The Case FOR CagriSema: Why the Cagrilintide + Semaglutide Stack Shows Genuine Promise

Of all the combination strategies currently studied in obesity pharmacology, the cagrilintide-plus-semaglutide pairing — branded CagriSema by Novo Nordisk — stands out as one of the few where a fixed-dose combination has been taken all the way through Phase 3 trials in tens of thousands of subjects. The mechanistic rationale is strong, the clinical signal is substantial, and the data that have emerged from the REDEFINE program are among the most compelling in the GLP-1 space to date.

Two Distinct Mechanisms, One Complementary Goal

Semaglutide is a GLP-1 receptor agonist. It slows gastric emptying, suppresses glucagon, stimulates insulin secretion in a glucose-dependent manner, and acts centrally on hypothalamic circuits governing appetite and satiety. These effects are well-characterised across the Ozempic and Wegovy trial programs.

Cagrilintide works through a different receptor entirely. It is a long-acting analogue of amylin, a peptide co-secreted with insulin from pancreatic beta cells. Amylin receptors are expressed in the area postrema and nucleus tractus solitarius — brainstem regions that process meal-related satiety signals. Amylin acts to reduce meal size, slow gastric emptying through a vagal mechanism, and suppress post-meal glucagon. Critically, amylin and GLP-1 operate on partially non-overlapping neural circuits, which is the core rationale for combining them: each pathway delivers a satiety signal, but the signals converge from different directions.

Preclinical rodent work published prior to human trials showed that co-administration of amylin analogues with GLP-1 receptor agonists produced additive to synergistic reductions in food intake and body weight compared with either compound alone — a finding that motivated the clinical program.

Phase 2 Evidence Set the Stage

A Phase 2 randomised trial, published in The Lancet in 2023, enrolled adults with type 2 diabetes and evaluated once-weekly cagrilintide 2.4 mg co-administered with once-weekly semaglutide 2.4 mg over 32 weeks. The combination arm achieved approximately 15.6% body weight reduction, outperforming either monotherapy arm. The dose-response pattern was consistent and the safety profile did not reveal new signals beyond those already established for semaglutide alone.

This Phase 2 result was sufficient to advance CagriSema into the REDEFINE Phase 3 program.

REDEFINE Phase 3: A 20% Weight Loss Signal

REDEFINE 1, the pivotal trial in adults with obesity but without type 2 diabetes, enrolled approximately 3,400 participants and ran for 68 weeks. Participants in the CagriSema arm lost a mean of 20.4% of body weight, compared with 14.9% for semaglutide alone and 11.5% for cagrilintide alone. Sixty percent of CagriSema participants achieved at least 20% weight loss; 23% lost 30% or more of their starting body weight.

REDEFINE 2, which enrolled approximately 1,200 adults with type 2 diabetes, showed a mean weight reduction of 13.7% in the CagriSema group versus 3.4% with placebo, alongside substantial HbA1c improvements — 73.5% of the combination group achieved an HbA1c of 6.5% or below by week 68.

These effect sizes represent the largest weight loss outcomes reported in any Phase 3 obesity pharmacotherapy trial to date. They are particularly notable because they were achieved with once-weekly subcutaneous injections of a fixed-dose combination.

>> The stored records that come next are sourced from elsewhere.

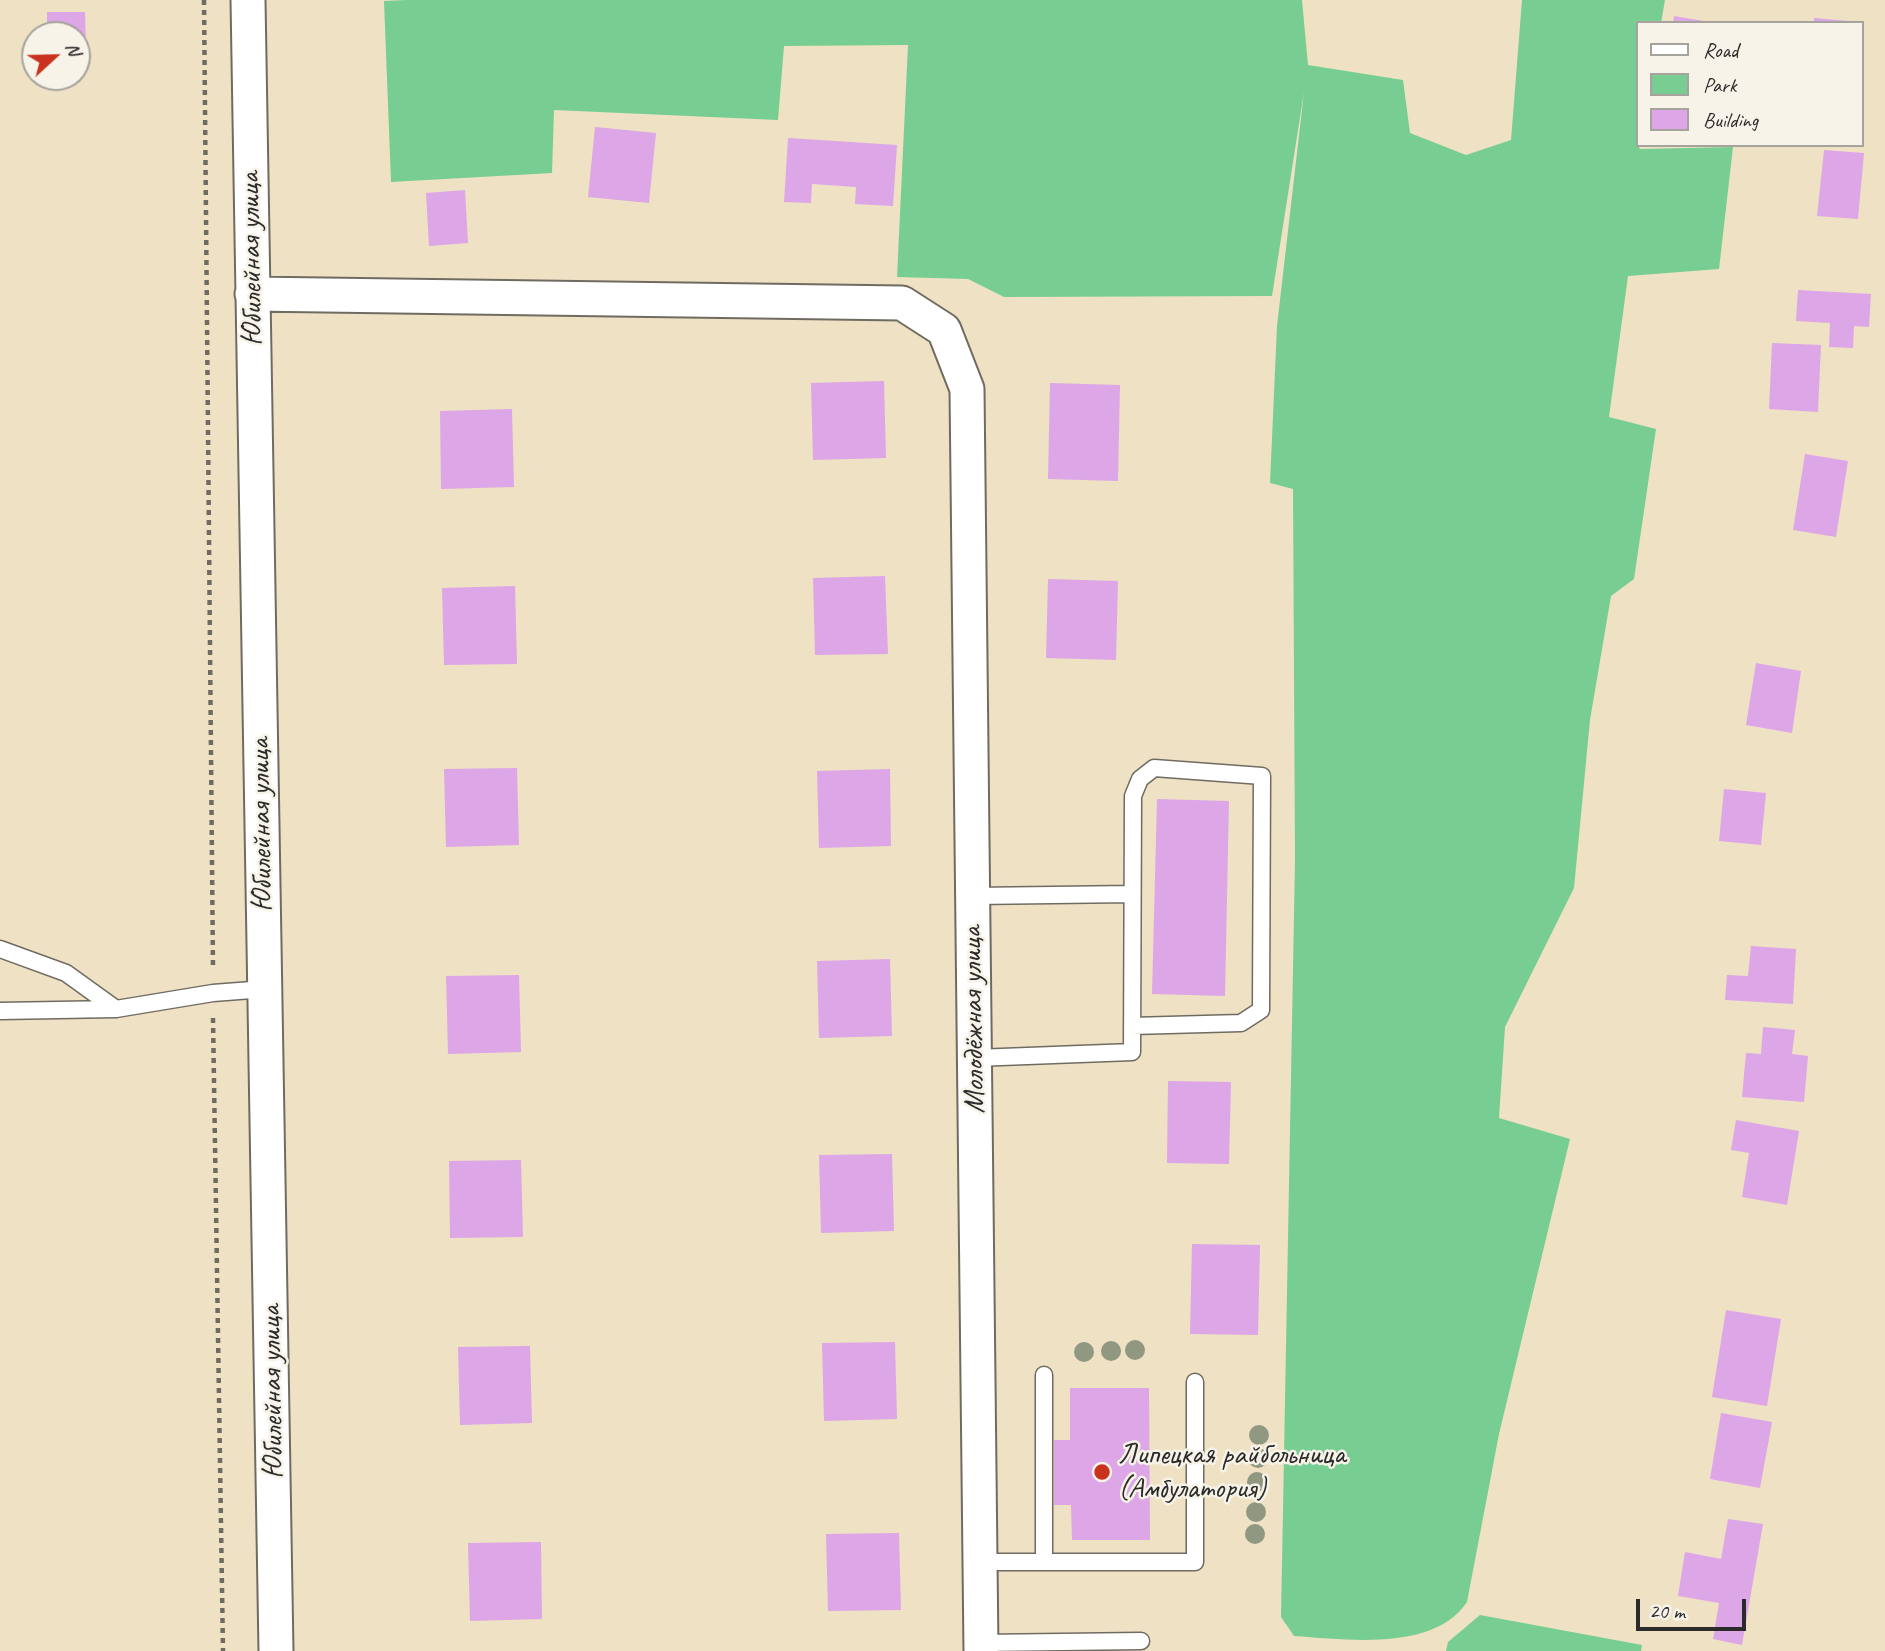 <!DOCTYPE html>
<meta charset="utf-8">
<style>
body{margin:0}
#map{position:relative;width:1885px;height:1651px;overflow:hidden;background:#efe1c4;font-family:Caveat,sans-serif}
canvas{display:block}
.legend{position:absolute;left:1636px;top:21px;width:228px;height:126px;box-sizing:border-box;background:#f7f3e8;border:2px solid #a5a39c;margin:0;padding:9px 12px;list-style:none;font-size:21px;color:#2b2b2b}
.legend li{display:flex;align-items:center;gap:14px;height:35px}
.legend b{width:35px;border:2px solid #a5a39c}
.north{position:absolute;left:21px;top:21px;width:70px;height:70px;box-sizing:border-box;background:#f7f3e8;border:2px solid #a5a39c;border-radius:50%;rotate:68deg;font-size:19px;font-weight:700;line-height:28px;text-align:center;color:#2b2b2b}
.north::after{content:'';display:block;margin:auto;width:24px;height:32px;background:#c8321e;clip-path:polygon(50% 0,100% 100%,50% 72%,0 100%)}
.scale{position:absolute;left:1636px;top:1599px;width:110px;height:32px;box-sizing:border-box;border:4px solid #2b2b2b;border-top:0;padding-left:9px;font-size:21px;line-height:24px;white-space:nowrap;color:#2b2b2b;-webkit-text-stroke:5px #f7f3e8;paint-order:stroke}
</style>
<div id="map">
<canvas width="1885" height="1651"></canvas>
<ul class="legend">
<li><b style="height:9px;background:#fff"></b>Road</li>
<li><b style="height:19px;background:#78ce92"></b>Park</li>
<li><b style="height:19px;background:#dca6e7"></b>Building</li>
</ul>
<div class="north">N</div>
<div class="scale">20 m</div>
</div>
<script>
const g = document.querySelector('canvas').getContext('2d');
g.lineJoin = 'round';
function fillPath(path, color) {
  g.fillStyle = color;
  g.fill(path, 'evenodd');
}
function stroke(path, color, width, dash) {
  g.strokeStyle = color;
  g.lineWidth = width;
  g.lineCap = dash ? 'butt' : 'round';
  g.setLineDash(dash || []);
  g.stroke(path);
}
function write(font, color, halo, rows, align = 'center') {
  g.font = font + ' Caveat,sans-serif';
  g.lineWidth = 5;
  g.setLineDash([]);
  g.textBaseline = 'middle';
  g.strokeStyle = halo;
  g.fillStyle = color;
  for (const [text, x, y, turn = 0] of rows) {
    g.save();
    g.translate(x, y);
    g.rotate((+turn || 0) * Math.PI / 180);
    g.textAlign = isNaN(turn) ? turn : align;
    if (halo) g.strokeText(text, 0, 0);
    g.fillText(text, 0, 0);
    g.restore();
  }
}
fillPath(new Path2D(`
 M406,0H1302L1308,65L1403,80L1410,133L1466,155L1511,140L1522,0H1665L1661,23H1638V145L1640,149L1733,147L1719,269L1628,276L1609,417L1656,429L1634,579L1611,596L1590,720L1574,888L1505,1027L1499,1118L1570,1139L1499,1434L1467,1602C1434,1651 1351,1640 1294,1636L1281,1617L1295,860L1293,489L1270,483L1277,326L1304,92L1272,296L1004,297L968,279L897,277L908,45L784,46L778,120L554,110L552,173L391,182L384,1Z
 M1480,1615L1642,1645L1641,1651H1446L1448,1642Z`), '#78ce92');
fillPath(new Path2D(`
 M47,12H85L86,47H77V35H47Z
 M1674,16L1704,21V23H1673Z
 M1814,18L1849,21V23H1814Z
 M595,127L656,133L649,203L588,197Z
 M788,138L897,145L893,206L855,204L856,187L812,184L811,203L784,202Z
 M1824,150L1864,153L1858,219L1817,216Z
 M465,190L468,243L429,246L426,193Z
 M1798,290L1871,294L1869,327L1854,326L1853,348L1829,347L1830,323L1796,321Z
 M1772,343L1821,345L1818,412L1769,409Z
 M884,381L886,458L813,460L811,383Z
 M1050,383L1120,385L1118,481L1048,479Z
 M512,409L514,487L441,489L440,411Z
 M1805,454L1848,461L1836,537L1793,530Z
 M885,576L888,654L815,655L813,578Z
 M1048,579L1118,581L1116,660L1046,658Z
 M515,586L517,664L444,665L442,588Z
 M1756,663L1801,671L1792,733L1746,725Z
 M517,768L519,845L446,847L444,769Z
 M890,769L891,846L819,848L817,771Z
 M1724,789L1766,793L1761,845L1719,841Z
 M1157,799L1229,801L1225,996L1152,994Z
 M1751,946L1796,949L1793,1004L1725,1000L1727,975L1748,976Z
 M890,959L892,1036L819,1038L817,961Z
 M519,975L521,1052L448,1054L446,976Z
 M1763,1027L1795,1030L1792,1054L1808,1056L1804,1102L1742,1097L1746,1053L1761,1054Z
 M1168,1081L1231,1082L1229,1164L1167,1163Z
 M1736,1120L1799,1131L1787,1205L1742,1197L1749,1153L1731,1150Z
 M892,1154L894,1231L821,1233L819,1155Z
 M521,1160L523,1237L450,1238L449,1161Z
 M1192,1244L1260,1245L1258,1335L1190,1334Z
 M1726,1310L1781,1319L1767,1406L1712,1397Z
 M895,1342L897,1419L824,1421L822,1343Z
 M530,1346L532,1423L460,1425L458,1347Z
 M1070,1388H1149L1150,1540H1072L1071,1505H1054V1440H1070Z
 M1721,1413L1772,1422L1760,1488L1710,1479Z
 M1728,1519L1763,1524L1742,1645L1713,1639L1719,1603L1678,1596L1685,1552L1721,1559Z
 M899,1533L901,1610L828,1611L826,1534Z
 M541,1542L542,1619L470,1621L468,1543Z`), '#dca6e7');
const lane = new Path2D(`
 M973,896L1132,894
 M0,949L66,973L116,1009
 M0,1011L116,1009L213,993L265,989
 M975,1058L1132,1052L1133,796L1140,779L1154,768L1262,776L1261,1010L1241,1023L1132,1026
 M1044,1375V1562
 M980,1562H1195V1382
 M981,1643L1141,1641`);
const street = new Path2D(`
 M248,0L276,1651
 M252,294L902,303L944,330L967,389L981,1651`);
stroke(lane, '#706b61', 19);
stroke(street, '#706b61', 37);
stroke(new Path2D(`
 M204,0L213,968
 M213,1018L223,1651`), '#706b61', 4.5, [5, 5]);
stroke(lane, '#fff', 16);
stroke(street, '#fff', 33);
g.fillStyle = '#909881';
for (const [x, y] of [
 [1135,1350],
 [1111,1351],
 [1084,1352],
 [1259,1435],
 [1258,1458],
 [1257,1482],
 [1256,1512],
 [1255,1534]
]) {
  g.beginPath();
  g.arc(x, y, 10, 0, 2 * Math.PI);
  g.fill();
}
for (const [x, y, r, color] of [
 [1102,1472,9,"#c8321e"]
]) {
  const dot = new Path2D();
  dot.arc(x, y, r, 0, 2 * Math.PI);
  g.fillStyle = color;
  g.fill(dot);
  stroke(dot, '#f7f3e8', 2.5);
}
write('30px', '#2b2b2b', '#f7f3e8', [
 ["Юбилейная улица",252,259,-91],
 ["Юбилейная улица",262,825,-91],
 ["Молодёжная улица",974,1020,-91],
 ["Юбилейная улица",273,1392,-91]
]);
write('30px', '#2b2b2b', '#f7f3e8', [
 ["Липецкая райбольница",1118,1455],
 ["(Амбулатория)",1118,1489]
], 'left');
</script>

The Synergy Is Mechanistically Coherent

The weight loss advantage of CagriSema over semaglutide monotherapy — roughly 5 to 6 additional percentage points of body weight — aligns with what would be predicted from the complementary receptor pharmacology. GLP-1 acts predominantly in the hypothalamus and peripheral gut; amylin acts predominantly in the brainstem. The two pathways reinforce satiety signals at multiple levels of the central nervous system without the receptor competition or tachyphylaxis risks that would come from stacking two compounds hitting the same receptor.

Regulatory Pathway

Novo Nordisk submitted a New Drug Application to the FDA for CagriSema in 2025, with regulatory review expected to conclude in 2026. This is not a research-community stack assembled from individual components — it is a pharmaceutical-grade fixed-dose combination with a defined NDA package and a Phase 3 safety database of thousands of participants. The evidence base supporting the combination is unusually robust for this class of compound.

---

CagriSema (cagrilintide + semaglutide) is an investigational compound under FDA review as of 2026. It is not approved for human use. This article discusses published clinical trial data for research and educational purposes only. Nothing here constitutes medical advice. Do not use any research compound without the guidance of a qualified healthcare professional.